Fakta  tersebut diperparah oleh munculnya situs WIKILEAKS yang  mempublikasikan dokumen rahasia terkait sepak terjang pasukan Amerika di Irak dan Afghanistan. Dari kurang lebih 400 ribu dokumen, tidak sedikit di antaranya yang membuka aib prilaku brutal pasukan Amerika di wilayah konflik, mulai dari penyiksaan, pembunuhan masyrakat sipil hingga penistaan terhadap pasukan musuh yang sudah menyerah. Akibatnya, ekspektasi positif dunia Islam yang tadinya sudah direngkuh Obama, lambat laun buyar kembali.

Dalam konteks inilah, kunjungan Obama ke Indonesia merupakan bagian dari langkah konsisten Kampanye Pencitraan Internasional. Hal ini dibuktikan dengan adanya  permintaan Obama untuk berkunjung ke Istiqlal dan berpidato secara terbuka. Tayangan Obama yang tengah berpidato dan disambut hangat oleh muslim Indonesia tentu diniatkan untuk menimbulkan efek simpati global bagi Amerika Serikat.

Meredam China


Namun, upaya penguatan citra positif di  dunia Islam, bukanlah satu-satunya target utama Amerika. Meredam kekecewaan dunia Islam hanyalah bagian strategi Amerika yang sedang bersiap-siap menghadapi kekuatan yang selama ini kerap dilalaikan, China. Langkah ini mutlak diperlukan, sebab negara sebesar Amerika Serikat sekalipun tetap akan kewalahan bila harus menghadapi persaingan di dua front sekaligus. Dunia Islam dan China. Diharapkan, citra positif yang akan dipancarkan melalui Indonesia, sedikit banyak akan mampu mengisolasi kemelut yang sedang dihadapi Amerika di Dunia Islam. Sehingga, sumber daya Amerika yang tengah terkuras, dapat dialihkan untuk menghadapi China,

Amerika memang memiliki alasan yang logis untuk nervous terhadap China. Semenjak reformasi ekonomi yang diluncurkan Deng Xiaoping awal tahun 80-an, PDB China tumbuh pesat dalam kisaran rata-rata 8,5% pertahun (lihat China Task Force report, Council on Foreign Relations, www.cfr.org). Setelah berhasil menggeser Jerman pada tahun 2007 (Lihat The Wall Street Journal, 21 Januari 2010) dan Jepang pada 2010 (lihat www.Bloomberg.com 16 agustus 2010), China kini menjadi Negara dengan nilai ekonomi terbesar kedua dunia, dan hanya setingkat di bawah Amerika Serikat. Jika tren pertumbuhan ekonomi China berlanjut terus, Goldman Sachs memprediksi pada rentang 2025 hingga 2040, besaran ekonomi China akan sama dengan Amerika Serikat. Dan pada 2050, China dapat menggeser posisi Amerika menjadi kekuatan ekonomi terbesar di dunia.

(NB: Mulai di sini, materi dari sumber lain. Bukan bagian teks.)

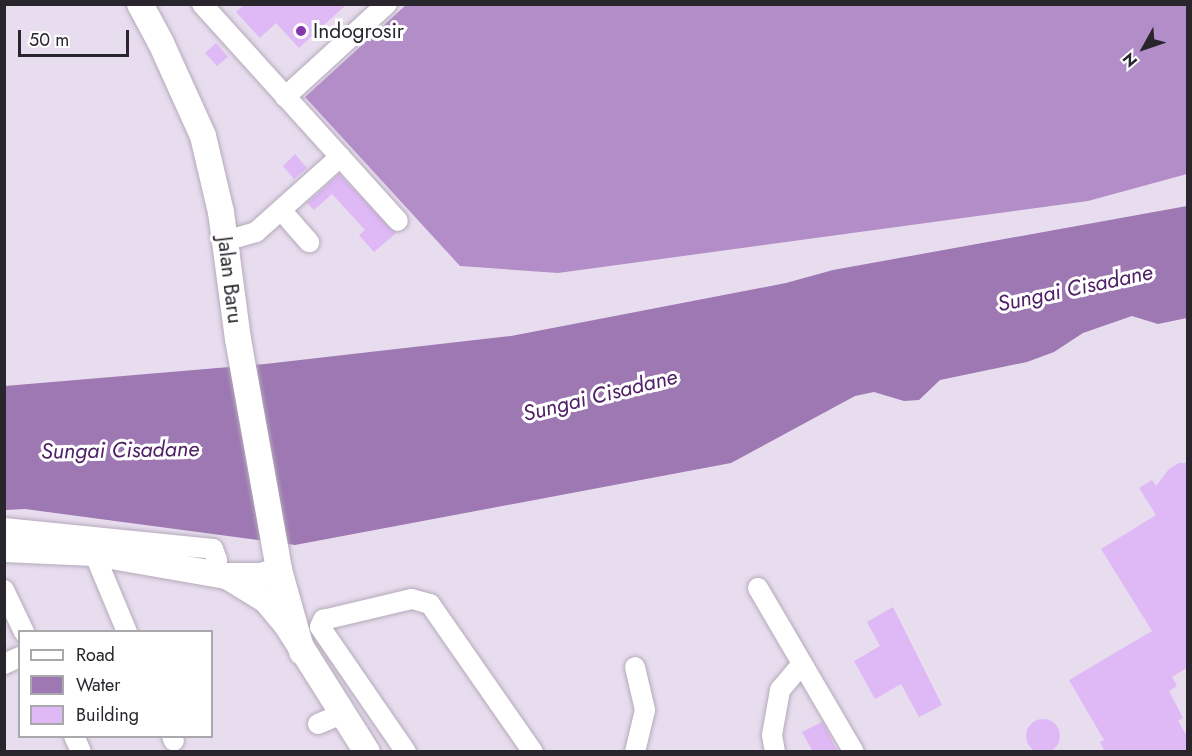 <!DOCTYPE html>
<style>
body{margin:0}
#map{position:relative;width:1192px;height:756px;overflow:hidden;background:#e8ddee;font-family:Jost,sans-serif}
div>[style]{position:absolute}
.forest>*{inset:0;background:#b28dc8}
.water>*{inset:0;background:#9d78b2}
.building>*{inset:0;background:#dfb8f6}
.round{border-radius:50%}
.roads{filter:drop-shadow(0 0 2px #b4aaba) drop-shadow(0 0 2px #b4aaba)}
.minor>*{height:20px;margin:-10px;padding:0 10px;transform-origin:10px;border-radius:10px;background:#fff}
.major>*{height:26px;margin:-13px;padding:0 13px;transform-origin:13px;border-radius:13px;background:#fff}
.dots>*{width:16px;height:16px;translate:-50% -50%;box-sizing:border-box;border:3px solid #fff;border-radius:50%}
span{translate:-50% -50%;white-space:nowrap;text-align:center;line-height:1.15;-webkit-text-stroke:6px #fff;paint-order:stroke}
.poi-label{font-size:21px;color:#29252c}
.left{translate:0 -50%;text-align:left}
.street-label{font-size:21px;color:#29252c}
.water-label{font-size:22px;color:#4f2066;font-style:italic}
.frame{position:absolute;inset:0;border:6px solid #29252c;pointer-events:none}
.legend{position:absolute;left:18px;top:630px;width:195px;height:108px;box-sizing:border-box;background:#fff;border:2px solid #a9a8ab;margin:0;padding:8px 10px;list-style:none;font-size:18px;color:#29252c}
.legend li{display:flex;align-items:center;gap:12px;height:30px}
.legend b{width:30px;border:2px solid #a9a8ab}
.north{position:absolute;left:1114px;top:18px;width:60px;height:60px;-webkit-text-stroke:4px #fff;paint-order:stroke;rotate:230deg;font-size:16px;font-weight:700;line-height:24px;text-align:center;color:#29252c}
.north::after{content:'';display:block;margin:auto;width:21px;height:27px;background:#29252c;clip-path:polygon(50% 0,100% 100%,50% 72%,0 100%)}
.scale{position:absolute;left:18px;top:30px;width:111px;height:27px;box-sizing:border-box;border:3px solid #29252c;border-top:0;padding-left:8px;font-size:18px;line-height:21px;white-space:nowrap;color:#29252c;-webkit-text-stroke:4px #fff;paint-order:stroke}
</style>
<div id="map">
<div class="forest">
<div style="clip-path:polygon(407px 4px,1187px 5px,1187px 174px,1088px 201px,558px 273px,460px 266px,305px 97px)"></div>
</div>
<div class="water">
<div style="clip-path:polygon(1187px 206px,1187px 318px,1158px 324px,1132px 316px,1083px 333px,1054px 352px,1027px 362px,940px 380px,919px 400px,904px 401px,874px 392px,855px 396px,731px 463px,295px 545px,25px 509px,5px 510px,5px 386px,265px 364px,511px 336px,786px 283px,833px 270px)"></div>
</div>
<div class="building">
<div style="clip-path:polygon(245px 4px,347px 4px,299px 48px,276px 23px,260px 38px,236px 12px)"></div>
<div style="clip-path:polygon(216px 43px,228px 57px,217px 66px,205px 53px)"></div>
<div style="clip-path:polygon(295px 154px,307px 168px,294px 179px,283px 166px)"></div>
<div style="clip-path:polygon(339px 174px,396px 233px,374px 252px,359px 235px,365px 230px,332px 194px,314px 210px,307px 203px)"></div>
<div style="clip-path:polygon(1179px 463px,1188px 463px,1188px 667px,1172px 677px,1177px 686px,1169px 691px,1183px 718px,1178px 721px,1188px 738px,1188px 752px,1105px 752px,1100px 742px,1104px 740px,1069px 680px,1152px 631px,1101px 549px,1156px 515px,1139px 488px,1152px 480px,1156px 486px,1169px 469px)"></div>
<div style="clip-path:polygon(893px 607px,942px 705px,919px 717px,901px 684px,875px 699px,854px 661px,880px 646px,867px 622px)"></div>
<div class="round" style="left:1026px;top:719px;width:34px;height:34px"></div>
<div style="clip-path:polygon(822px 722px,823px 723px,838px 752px,813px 752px,802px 732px)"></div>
</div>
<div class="roads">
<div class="minor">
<div style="left:202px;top:4px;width:292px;rotate:47.9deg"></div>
<div style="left:285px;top:97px;width:138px;rotate:-42.4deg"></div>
<div style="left:281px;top:210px;width:43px;rotate:48.8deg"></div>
<div style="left:225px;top:241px;width:32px;rotate:-16deg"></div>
<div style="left:256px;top:232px;width:113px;rotate:-41.8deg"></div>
<div style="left:4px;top:528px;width:210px;rotate:5.7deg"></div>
<div style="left:213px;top:549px;width:12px;rotate:70deg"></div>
<div style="left:217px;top:560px;width:15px;rotate:101deg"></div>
<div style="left:94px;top:553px;width:86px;rotate:67.3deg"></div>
<div style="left:758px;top:588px;width:190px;rotate:59.7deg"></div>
<div style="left:4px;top:590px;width:47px;rotate:64.5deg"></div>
<div style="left:4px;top:664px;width:17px;rotate:-24deg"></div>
<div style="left:318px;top:724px;width:25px;rotate:-23deg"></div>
<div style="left:74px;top:736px;width:17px;rotate:66deg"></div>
<div style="left:172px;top:736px;width:5px;rotate:68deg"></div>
<div style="left:406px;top:752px;width:152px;rotate:-124.5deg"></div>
<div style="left:320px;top:627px;width:8px;rotate:-67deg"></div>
<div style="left:323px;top:620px;width:91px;rotate:-13.3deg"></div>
<div style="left:412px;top:599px;width:19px;rotate:16deg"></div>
<div style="left:430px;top:604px;width:180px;rotate:55.2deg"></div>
<div style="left:635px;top:752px;width:43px;rotate:-76.6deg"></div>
<div style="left:645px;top:710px;width:44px;rotate:-103.1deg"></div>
<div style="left:775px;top:752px;width:17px;rotate:-100deg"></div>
<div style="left:772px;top:735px;width:46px;rotate:-79.9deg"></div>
<div style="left:780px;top:690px;width:34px;rotate:-50deg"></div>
</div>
<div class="major">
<div style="left:140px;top:4px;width:44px;rotate:61.7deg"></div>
<div style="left:161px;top:43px;width:102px;rotate:65.7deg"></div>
<div style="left:203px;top:136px;width:78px;rotate:76.7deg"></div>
<div style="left:221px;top:212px;width:128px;rotate:82.4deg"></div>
<div style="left:238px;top:339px;width:235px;rotate:79.9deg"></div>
<div style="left:279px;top:570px;width:85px;rotate:74.3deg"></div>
<div style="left:4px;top:549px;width:90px;rotate:2.5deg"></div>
<div style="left:94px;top:553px;width:134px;rotate:9.9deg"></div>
<div style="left:226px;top:576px;width:35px"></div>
<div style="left:261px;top:576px;width:19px;rotate:-18deg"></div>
<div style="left:230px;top:578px;width:42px;rotate:31.4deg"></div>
<div style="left:266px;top:600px;width:33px;rotate:50deg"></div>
<div style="left:287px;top:625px;width:150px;rotate:57.8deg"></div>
</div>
</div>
<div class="dots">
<div style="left:301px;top:31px;background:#8538a9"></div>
</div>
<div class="poi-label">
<span class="left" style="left:313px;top:31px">Indogrosir</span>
</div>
<div class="street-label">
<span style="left:230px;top:280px;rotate:83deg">Jalan Baru</span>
</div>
<div class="water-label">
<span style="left:1075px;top:288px;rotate:-12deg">Sungai Cisadane</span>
<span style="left:600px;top:395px;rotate:-14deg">Sungai Cisadane</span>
<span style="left:120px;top:450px;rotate:-1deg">Sungai Cisadane</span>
</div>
<div class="frame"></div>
<ul class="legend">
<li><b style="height:8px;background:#fff"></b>Road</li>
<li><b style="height:16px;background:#9d78b2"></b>Water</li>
<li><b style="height:16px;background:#dfb8f6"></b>Building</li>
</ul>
<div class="north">N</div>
<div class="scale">50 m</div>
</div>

Apakah konsekuensinya? Selain mengangkat 400 juta rakyat China (lihat Task Force report) dari garis kemiskinan, pertumbuhan ekonomi yang dashyat mendorong China untuk memperkuat dua variabel  strategis. Kekutan militer dan pengaruh kawasan. Bermodalkan kekuatan ekonomi, prosentase anggaran militer China mengalami peningkatan dua digit setiap tahunnya, Kini China bukan hanya mampu memodernisasi persenjataan, namun juga membangun armada laut yang kuat dan memiliki kapabilitas ofensif.

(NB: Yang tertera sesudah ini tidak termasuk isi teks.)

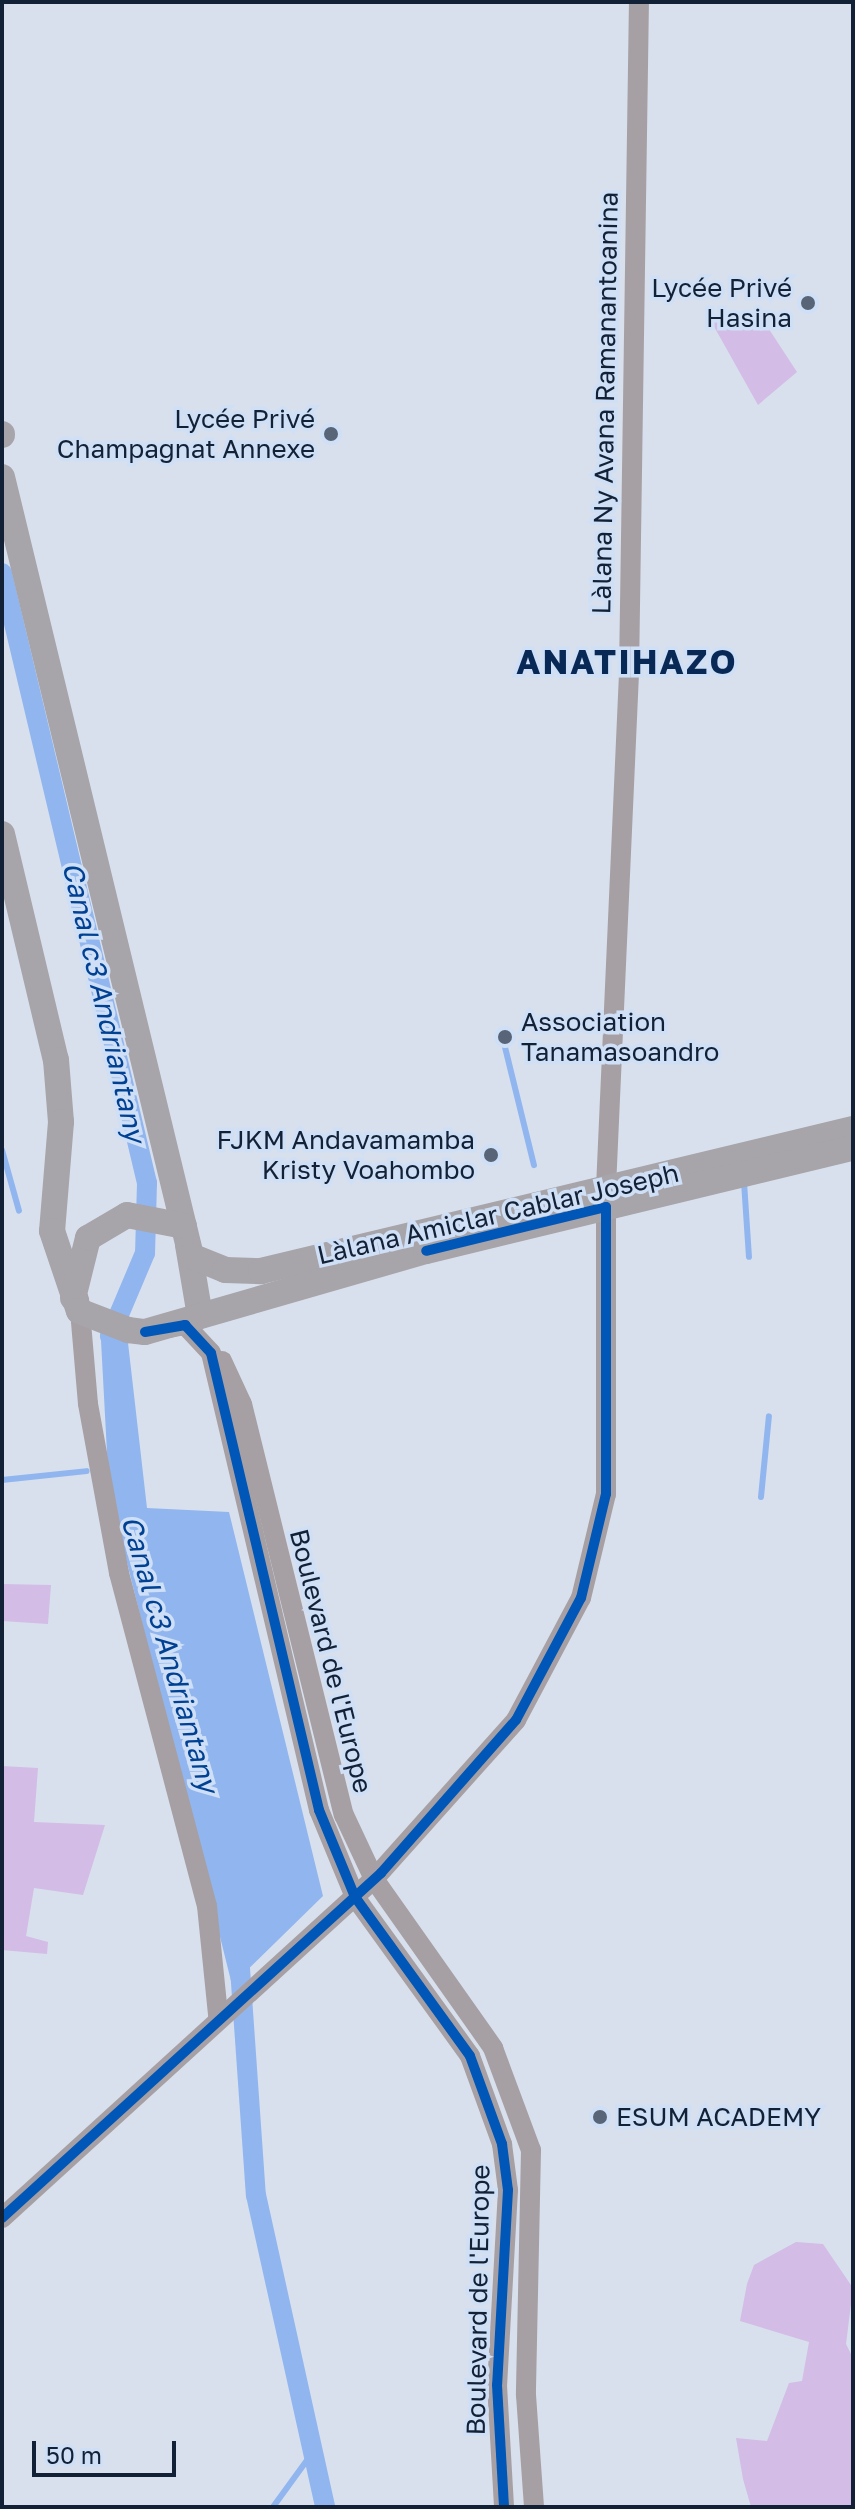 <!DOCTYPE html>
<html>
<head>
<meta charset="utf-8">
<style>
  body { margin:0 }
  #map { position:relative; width:855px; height:2509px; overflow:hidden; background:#d8e0ed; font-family:"Golos Text",sans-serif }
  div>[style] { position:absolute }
  .green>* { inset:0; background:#d3bce5 }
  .water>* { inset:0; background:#91b6ef }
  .stream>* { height:6px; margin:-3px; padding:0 3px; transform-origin:3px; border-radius:3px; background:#91b6ef }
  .canal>* { height:20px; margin:-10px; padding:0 10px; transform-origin:10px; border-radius:10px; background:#91b6ef }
  .minor>* { height:20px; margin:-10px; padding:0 10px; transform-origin:10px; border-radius:10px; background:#a6a0a4 }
  .major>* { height:26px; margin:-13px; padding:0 13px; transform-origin:13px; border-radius:13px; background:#a7a4aa }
  .major-bridge>* { height:26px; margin:-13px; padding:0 13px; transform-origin:13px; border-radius:13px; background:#a7a4aa }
  .cycleway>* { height:10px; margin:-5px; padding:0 5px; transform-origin:5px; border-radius:5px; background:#0057b8 }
  .dots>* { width:22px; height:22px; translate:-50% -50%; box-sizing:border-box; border:4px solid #cfdff6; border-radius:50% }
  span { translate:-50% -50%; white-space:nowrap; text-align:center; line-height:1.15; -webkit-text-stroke:7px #cfdff6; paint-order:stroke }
  .poi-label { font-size:26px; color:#132137 }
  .right { translate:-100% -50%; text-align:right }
  .left { translate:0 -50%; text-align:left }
  .street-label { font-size:26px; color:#132137 }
  .water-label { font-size:28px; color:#014193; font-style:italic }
  .district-label { font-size:34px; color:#082856; font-weight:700; letter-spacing:2px }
  .frame { position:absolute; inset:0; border:4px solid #132137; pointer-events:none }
  .scale { position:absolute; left:32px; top:2441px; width:144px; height:36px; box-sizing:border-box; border:4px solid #132137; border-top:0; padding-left:10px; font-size:24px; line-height:28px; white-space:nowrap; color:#132137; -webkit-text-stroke:6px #cfdff6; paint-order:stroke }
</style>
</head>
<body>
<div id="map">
  <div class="green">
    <div style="clip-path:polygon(707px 314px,759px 314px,797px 372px,758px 405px)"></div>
    <div style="clip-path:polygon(2px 1584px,51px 1585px,48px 1624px,2px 1621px)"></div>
    <div style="clip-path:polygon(2px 1766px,38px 1768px,34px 1822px,105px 1825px,83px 1895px,34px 1888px,26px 1936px,48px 1942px,47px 1954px,2px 1950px)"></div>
    <div style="clip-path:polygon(796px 2242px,823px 2244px,853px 2288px,846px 2344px,852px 2356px,853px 2507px,751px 2507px,743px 2479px,736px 2438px,767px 2441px,789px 2383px,802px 2381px,809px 2342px,740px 2321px,747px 2284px,754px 2265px)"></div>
  </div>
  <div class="water">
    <div style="clip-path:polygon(100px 1322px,127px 1334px,147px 1508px,229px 1512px,323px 1896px,232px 1985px,109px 1490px)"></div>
  </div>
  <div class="stream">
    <div style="left:502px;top:1035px;width:134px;rotate:76.2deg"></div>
    <div style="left:2px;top:1150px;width:63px;rotate:74.4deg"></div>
    <div style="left:744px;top:1182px;width:75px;rotate:86.2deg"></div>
    <div style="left:2px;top:1480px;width:85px;rotate:-6deg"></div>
    <div style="left:761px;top:1497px;width:81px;rotate:-84.4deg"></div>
    <div style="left:273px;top:2507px;width:68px;rotate:-54deg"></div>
  </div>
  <div class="canal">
    <div style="left:2px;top:573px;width:627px;rotate:76.63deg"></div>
    <div style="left:147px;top:1183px;width:70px;rotate:91.6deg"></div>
    <div style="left:145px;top:1253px;width:90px;rotate:112.9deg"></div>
    <div style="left:239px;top:1954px;width:242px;rotate:86deg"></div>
    <div style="left:256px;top:2195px;width:320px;rotate:77.5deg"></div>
  </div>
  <div class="minor">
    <div style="left:606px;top:1188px;width:516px;rotate:-87.44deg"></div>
    <div style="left:629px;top:673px;width:671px;rotate:-89.15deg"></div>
    <div style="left:79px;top:1299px;width:105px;rotate:85.1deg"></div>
    <div style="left:88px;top:1404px;width:172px;rotate:79.6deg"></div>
    <div style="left:119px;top:1573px;width:344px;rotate:75.2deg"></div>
    <div style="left:207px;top:1906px;width:110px;rotate:84.2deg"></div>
    <div style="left:169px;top:1328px;width:16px;rotate:-11deg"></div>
    <div style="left:185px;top:1325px;width:38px;rotate:47deg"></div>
    <div style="left:211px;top:1353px;width:470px;rotate:76.7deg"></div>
    <div style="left:319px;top:1810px;width:94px;rotate:67.5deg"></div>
    <div style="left:355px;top:1897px;width:196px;rotate:54.1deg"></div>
    <div style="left:470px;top:2056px;width:94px;rotate:70deg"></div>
    <div style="left:502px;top:2144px;width:46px;rotate:82.6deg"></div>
    <div style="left:508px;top:2190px;width:195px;rotate:93.2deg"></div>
    <div style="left:497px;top:2385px;width:122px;rotate:86.7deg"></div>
    <div style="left:222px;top:1361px;width:47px;rotate:65.1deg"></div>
    <div style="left:242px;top:1404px;width:423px;rotate:76.1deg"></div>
    <div style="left:344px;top:1815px;width:71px;rotate:64.9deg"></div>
    <div style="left:374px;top:1879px;width:207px;rotate:54.8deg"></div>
    <div style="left:493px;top:2048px;width:109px;rotate:69.6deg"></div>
    <div style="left:531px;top:2150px;width:245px;rotate:91.2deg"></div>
    <div style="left:526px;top:2395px;width:112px;rotate:85.9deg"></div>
    <div style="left:2px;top:2218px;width:503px;rotate:-42.34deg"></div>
    <div style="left:374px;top:1879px;width:213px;rotate:-48.2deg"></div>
    <div style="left:516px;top:1720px;width:138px;rotate:-62deg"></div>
    <div style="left:581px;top:1598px;width:107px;rotate:-76.5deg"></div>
    <div style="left:606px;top:1494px;width:287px;rotate:-90deg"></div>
  </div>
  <div class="major">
    <div style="left:2px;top:434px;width:1px;rotate:90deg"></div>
    <div style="left:2px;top:477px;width:802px;rotate:76.36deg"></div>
    <div style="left:2px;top:834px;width:232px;rotate:76.6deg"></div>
    <div style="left:56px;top:1060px;width:62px;rotate:85.4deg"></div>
    <div style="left:61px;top:1122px;width:109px;rotate:94.7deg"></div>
    <div style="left:52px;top:1231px;width:84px;rotate:71.4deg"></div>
    <div style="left:188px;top:1245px;width:72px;rotate:80.4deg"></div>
    <div style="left:191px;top:1256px;width:37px;rotate:22deg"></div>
    <div style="left:225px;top:1270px;width:36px;rotate:2deg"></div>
    <div style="left:261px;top:1271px;width:609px;rotate:-13.49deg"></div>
    <div style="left:73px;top:1298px;width:62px;rotate:-76deg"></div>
    <div style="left:88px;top:1238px;width:45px;rotate:-30.5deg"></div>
    <div style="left:128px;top:1330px;width:17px;rotate:7deg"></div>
    <div style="left:145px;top:1332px;width:292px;rotate:-16.1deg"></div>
    <div style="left:426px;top:1251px;width:439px;rotate:-13.6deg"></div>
  </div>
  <div class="major-bridge">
    <div style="left:127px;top:1215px;width:58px;rotate:10.9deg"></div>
    <div style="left:79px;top:1311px;width:53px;rotate:21.2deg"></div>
  </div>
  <div class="cycleway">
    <div style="left:145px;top:1332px;width:41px;rotate:-9.9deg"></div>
    <div style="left:185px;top:1325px;width:38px;rotate:47deg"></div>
    <div style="left:211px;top:1353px;width:470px;rotate:76.7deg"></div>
    <div style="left:319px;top:1810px;width:94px;rotate:67.5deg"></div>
    <div style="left:355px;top:1897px;width:196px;rotate:54.1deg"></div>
    <div style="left:470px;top:2056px;width:94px;rotate:70deg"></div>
    <div style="left:502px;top:2144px;width:46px;rotate:82.6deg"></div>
    <div style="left:508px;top:2190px;width:195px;rotate:93.2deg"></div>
    <div style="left:497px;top:2385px;width:122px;rotate:86.7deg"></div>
    <div style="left:2px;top:2218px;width:513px;rotate:-42.31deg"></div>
    <div style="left:381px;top:1873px;width:204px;rotate:-48.6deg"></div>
    <div style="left:516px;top:1720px;width:138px;rotate:-62deg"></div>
    <div style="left:581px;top:1598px;width:107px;rotate:-76.5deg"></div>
    <div style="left:606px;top:1494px;width:287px;rotate:-90deg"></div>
    <div style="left:606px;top:1207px;width:185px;rotate:166.3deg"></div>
  </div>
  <div class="dots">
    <div style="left:808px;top:303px;background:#586477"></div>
    <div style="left:331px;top:434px;background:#586477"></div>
    <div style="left:505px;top:1037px;background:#586477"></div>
    <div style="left:491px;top:1155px;background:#586477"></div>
    <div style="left:600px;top:2117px;background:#586477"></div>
  </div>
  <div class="poi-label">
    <span class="right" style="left:792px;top:303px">Lycée Privé<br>Hasina</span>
    <span class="right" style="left:315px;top:434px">Lycée Privé<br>Champagnat Annexe</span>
    <span class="left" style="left:521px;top:1037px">Association<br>Tanamasoandro</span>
    <span class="right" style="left:475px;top:1155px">FJKM Andavamamba<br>Kristy Voahombo</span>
    <span class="left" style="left:616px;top:2117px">ESUM ACADEMY</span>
  </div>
  <div class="street-label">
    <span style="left:605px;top:403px;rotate:-89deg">Làlana Ny Avana Ramanantoanina</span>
    <span style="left:498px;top:1214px;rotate:-13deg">Làlana Amiclar Cablar Joseph</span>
    <span style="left:331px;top:1661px;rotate:76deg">Boulevard de l'Europe</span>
    <span style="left:478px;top:2300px;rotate:-89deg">Boulevard de l'Europe</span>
  </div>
  <div class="water-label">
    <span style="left:104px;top:1002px;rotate:77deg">Canal c3 Andriantany</span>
    <span style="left:170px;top:1654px;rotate:74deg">Canal c3 Andriantany</span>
  </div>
  <div class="district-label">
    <span style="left:627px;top:662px">ANATIHAZO</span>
  </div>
  <div class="frame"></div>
  <div class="scale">50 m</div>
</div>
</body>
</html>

Konsekuensi kedua ialah perluasan pengaruh kawasan. Dalam kalkulasi Geopolitik, di arah timur dan Pasifik, China terhadang oleh Taiwan, Jepang dan Korea Selatan yang notabene sekutu erat Amerika Serikat. Di bagian utara, China masih bermasalah dengan Rusia. Di arah barat, pasukan Amerika jelas hadir di Irak dan Afghanistan. Hubungan dengan India juga tidak bisa dikatakan harmonis. Sehingga perluasan pengaruh yang paling dimungkinkan adalah melalui arah selatan.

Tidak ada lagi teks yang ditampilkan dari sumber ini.